Alot of you guys are hating on him and judging his character based on something that has been going on for years now. Most atheletes, singers, actors and actresses get paid to go to functions, and alot of times they also get incentives to sign also.

You can judge someones character based on what he gets paid or even asked to do. If he charges this much as a rookie, imagine what the real all stars and superstars charge. Yao Ming, Shaq etc... Hell. I wonder what Michael Jordon used to charge.

You really think some rookie is going to come in and change the world be giving freebies to everyone and revolting against his predecessors and the whole system and make it a better world?

This has nothing to do with his character, he has a manager who plans all his events, and he thought it was best of his and his own familes interest. Case closed. His definitly not the first and definitly won't be the last.

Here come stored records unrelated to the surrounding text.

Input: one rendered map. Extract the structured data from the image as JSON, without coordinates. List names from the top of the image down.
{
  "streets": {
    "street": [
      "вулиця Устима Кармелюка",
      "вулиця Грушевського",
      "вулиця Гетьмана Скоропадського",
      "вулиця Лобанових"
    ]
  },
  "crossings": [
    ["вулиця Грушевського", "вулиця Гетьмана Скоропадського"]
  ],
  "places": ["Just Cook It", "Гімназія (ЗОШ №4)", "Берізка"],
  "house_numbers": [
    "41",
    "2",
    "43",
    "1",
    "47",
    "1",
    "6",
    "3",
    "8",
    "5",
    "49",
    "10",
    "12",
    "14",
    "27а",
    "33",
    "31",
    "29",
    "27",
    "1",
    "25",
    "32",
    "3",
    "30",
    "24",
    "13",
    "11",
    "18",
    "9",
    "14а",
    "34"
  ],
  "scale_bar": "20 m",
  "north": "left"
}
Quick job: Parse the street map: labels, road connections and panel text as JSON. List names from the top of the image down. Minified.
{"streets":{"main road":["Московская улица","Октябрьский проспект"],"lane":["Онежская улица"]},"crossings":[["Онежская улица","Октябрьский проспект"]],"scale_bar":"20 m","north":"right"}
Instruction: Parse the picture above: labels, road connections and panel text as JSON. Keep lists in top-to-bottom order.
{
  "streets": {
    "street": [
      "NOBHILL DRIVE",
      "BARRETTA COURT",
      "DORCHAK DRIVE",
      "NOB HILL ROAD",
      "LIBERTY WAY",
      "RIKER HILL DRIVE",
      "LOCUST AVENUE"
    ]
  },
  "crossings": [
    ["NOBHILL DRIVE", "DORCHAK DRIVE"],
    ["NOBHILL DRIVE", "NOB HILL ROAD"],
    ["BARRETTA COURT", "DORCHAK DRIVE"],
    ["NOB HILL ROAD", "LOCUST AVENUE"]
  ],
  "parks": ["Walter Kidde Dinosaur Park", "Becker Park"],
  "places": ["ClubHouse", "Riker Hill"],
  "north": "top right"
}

I think any sane person would be a "lunatic" to pass on this opportunity. Sounds like envy and jealousy to me..


----------



## Geaux Tigers (Apr 26, 2004)

ScottMay said:


> Tyrus Thomas is a great guy, just a misunderstood kid *from a weird part of the country.*
> 
> I know there aren't many outward signs of it, but you'll just have to take PJ Brown's and John Paxson's word on it.


Im not being and *** or bringing any attitude when I say this but...What exactly does this mean?


----------



## cpawfan (Jun 20, 2004)

Geaux Tigers said:


> Im not being and *** or bringing any attitude when I say this but...What exactly does this mean?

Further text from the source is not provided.